Work item »
The response should contain only those lines of the entries below that include the string "center".

[Exercise material]

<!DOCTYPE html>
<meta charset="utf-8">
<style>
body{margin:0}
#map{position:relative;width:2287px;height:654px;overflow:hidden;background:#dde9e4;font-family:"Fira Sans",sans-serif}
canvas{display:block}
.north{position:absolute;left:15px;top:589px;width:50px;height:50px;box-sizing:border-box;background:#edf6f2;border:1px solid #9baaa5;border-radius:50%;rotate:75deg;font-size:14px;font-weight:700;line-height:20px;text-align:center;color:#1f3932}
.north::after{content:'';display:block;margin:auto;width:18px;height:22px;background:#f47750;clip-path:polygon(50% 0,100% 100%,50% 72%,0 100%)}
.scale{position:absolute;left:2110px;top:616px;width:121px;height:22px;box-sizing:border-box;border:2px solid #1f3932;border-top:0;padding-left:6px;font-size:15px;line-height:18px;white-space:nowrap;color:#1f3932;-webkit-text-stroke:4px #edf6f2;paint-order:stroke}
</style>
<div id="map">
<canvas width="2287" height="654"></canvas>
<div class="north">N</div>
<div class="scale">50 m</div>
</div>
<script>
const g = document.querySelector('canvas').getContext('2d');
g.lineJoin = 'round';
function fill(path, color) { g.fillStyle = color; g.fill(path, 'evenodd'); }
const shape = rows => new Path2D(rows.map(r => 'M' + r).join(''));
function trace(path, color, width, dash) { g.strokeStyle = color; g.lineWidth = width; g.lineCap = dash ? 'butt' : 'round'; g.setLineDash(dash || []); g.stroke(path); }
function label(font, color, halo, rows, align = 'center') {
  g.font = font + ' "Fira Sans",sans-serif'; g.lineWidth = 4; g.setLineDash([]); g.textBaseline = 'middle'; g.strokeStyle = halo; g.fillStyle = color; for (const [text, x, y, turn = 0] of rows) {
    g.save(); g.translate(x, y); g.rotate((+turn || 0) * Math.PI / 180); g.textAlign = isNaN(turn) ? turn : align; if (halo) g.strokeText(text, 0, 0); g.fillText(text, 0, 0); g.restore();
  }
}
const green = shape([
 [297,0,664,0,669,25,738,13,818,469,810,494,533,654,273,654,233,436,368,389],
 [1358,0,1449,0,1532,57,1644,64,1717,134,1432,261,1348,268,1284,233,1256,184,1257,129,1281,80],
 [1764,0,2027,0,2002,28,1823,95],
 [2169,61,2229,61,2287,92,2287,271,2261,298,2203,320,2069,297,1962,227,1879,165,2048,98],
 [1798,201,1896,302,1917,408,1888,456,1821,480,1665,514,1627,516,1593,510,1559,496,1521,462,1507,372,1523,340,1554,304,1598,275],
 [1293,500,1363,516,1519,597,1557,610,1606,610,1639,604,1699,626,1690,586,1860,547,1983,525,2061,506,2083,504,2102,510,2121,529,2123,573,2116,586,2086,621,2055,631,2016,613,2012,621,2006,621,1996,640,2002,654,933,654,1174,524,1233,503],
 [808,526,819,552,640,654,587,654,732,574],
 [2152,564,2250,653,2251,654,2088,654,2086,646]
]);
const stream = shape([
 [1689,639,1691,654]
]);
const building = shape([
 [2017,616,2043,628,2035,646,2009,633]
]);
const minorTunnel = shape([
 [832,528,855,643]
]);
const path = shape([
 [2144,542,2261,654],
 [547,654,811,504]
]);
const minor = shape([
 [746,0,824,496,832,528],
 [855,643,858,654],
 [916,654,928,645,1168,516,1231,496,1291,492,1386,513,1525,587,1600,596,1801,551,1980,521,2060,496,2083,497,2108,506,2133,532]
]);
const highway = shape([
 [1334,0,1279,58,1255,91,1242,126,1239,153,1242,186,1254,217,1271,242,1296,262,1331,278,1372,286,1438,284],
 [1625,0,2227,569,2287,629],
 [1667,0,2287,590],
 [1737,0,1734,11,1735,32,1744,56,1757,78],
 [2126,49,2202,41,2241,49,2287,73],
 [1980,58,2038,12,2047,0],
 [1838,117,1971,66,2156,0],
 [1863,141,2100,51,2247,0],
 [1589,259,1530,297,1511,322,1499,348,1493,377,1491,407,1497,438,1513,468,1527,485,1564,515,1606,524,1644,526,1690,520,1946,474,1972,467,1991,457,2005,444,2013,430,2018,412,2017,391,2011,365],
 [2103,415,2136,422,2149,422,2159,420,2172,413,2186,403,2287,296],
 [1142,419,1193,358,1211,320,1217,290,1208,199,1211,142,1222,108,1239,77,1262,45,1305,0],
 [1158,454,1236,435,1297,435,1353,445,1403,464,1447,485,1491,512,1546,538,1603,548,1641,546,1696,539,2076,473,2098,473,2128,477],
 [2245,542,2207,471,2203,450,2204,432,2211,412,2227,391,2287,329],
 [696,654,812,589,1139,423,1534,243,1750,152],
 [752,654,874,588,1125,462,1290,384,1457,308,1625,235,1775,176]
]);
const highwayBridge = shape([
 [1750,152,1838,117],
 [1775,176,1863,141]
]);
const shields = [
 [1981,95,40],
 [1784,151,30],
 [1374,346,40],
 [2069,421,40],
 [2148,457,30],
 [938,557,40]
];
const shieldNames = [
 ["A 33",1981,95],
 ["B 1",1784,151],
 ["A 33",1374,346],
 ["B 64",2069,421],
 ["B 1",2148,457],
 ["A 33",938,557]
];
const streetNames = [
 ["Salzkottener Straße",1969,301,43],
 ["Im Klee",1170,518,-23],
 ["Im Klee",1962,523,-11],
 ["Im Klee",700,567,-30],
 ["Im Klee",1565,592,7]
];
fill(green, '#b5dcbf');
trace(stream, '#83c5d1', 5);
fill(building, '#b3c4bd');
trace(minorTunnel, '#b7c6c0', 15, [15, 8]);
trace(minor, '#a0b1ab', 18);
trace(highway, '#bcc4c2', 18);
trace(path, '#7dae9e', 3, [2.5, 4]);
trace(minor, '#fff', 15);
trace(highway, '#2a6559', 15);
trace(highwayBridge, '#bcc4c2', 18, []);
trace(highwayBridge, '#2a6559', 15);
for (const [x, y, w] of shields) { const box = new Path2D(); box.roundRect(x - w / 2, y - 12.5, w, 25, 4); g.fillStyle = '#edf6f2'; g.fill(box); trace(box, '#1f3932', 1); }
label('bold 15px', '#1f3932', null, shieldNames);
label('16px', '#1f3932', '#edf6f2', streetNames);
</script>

[/Exercise material]
[Exercise material]

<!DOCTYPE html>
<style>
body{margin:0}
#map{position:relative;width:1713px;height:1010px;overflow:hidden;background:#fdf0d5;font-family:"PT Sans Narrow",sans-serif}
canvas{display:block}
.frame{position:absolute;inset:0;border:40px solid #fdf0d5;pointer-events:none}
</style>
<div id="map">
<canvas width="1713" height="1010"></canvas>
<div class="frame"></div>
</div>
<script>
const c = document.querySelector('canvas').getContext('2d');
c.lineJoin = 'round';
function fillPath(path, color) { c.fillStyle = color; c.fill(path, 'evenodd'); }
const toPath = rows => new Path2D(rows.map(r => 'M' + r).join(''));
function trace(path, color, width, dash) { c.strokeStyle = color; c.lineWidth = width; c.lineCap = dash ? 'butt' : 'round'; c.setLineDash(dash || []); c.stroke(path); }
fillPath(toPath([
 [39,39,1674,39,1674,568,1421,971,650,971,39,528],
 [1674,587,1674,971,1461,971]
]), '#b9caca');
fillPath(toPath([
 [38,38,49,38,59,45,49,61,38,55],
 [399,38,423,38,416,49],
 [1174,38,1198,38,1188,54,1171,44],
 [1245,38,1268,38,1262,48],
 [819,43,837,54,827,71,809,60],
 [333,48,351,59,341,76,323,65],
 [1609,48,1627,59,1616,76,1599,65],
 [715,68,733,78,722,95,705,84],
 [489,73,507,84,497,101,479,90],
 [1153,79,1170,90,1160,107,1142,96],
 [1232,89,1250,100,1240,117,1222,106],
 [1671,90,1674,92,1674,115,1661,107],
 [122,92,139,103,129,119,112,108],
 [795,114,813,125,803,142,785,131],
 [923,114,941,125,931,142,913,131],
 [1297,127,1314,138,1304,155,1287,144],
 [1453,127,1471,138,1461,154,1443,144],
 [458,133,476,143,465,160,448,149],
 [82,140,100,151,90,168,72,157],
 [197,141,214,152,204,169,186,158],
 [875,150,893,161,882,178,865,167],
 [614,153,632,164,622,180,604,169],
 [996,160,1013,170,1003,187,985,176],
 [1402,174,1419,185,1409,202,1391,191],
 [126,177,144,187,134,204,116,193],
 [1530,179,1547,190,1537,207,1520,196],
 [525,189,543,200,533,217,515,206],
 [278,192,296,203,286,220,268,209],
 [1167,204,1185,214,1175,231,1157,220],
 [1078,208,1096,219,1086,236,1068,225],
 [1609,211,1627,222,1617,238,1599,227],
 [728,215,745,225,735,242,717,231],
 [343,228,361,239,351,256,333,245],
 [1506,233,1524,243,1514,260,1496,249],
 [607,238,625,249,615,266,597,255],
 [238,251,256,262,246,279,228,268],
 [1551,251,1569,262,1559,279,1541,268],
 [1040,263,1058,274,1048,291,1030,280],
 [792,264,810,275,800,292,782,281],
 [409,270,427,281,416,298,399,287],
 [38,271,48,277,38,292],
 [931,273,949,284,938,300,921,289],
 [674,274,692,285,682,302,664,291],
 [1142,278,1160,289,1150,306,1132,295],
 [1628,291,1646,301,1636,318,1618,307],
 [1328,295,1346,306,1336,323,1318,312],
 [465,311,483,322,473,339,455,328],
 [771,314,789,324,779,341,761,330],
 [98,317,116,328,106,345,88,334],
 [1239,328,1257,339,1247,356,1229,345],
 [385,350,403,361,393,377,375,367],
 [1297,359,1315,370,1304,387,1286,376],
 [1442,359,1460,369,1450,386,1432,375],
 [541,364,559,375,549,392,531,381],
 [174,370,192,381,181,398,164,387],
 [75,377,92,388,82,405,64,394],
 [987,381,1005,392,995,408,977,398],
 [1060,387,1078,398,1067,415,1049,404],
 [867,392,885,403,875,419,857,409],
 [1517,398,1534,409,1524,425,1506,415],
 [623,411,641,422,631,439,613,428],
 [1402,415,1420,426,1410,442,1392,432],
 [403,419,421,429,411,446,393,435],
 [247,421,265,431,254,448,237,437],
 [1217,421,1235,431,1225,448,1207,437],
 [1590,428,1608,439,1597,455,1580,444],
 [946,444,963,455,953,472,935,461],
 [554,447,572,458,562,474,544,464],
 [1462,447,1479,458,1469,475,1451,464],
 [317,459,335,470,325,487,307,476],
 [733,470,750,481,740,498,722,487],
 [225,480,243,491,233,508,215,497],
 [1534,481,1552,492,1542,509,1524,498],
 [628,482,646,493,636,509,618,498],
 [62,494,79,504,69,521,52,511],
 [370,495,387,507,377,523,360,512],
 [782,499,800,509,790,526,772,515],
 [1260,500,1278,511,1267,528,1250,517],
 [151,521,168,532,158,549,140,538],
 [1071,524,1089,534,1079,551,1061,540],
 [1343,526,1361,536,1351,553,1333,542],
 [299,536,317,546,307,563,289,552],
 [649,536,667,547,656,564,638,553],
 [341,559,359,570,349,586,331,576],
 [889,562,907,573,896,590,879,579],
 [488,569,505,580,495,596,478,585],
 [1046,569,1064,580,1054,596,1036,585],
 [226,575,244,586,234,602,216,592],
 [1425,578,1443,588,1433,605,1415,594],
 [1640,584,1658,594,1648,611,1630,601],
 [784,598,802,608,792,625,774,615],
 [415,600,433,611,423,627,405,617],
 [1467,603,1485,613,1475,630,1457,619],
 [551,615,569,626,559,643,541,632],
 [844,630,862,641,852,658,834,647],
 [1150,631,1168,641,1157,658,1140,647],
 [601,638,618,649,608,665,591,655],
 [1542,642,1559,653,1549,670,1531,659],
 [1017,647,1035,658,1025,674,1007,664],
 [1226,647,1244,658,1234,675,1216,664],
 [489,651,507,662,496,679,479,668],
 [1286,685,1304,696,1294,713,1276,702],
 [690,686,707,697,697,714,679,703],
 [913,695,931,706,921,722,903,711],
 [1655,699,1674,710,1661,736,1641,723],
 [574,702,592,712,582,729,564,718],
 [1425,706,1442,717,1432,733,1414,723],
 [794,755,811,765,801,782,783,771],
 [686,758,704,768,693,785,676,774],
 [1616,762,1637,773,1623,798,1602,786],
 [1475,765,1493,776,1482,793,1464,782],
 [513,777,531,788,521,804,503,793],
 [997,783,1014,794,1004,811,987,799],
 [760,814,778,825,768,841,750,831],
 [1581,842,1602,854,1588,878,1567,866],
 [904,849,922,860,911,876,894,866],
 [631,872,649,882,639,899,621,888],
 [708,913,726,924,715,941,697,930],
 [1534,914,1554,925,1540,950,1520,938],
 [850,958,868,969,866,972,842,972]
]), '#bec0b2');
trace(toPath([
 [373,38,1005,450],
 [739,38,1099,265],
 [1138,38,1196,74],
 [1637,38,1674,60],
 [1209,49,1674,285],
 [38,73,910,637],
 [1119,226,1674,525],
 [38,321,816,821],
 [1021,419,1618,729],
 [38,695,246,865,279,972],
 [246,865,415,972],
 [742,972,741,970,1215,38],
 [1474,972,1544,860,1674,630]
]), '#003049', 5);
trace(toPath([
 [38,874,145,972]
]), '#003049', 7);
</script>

[/Exercise material]

Solution to this task »
.north{position:absolute;left:15px;top:589px;width:50px;height:50px;box-sizing:border-box;background:#edf6f2;border:1px solid #9baaa5;border-radius:50%;rotate:75deg;font-size:14px;font-weight:700;line-height:20px;text-align:center;color:#1f3932}
function label(font, color, halo, rows, align = 'center') {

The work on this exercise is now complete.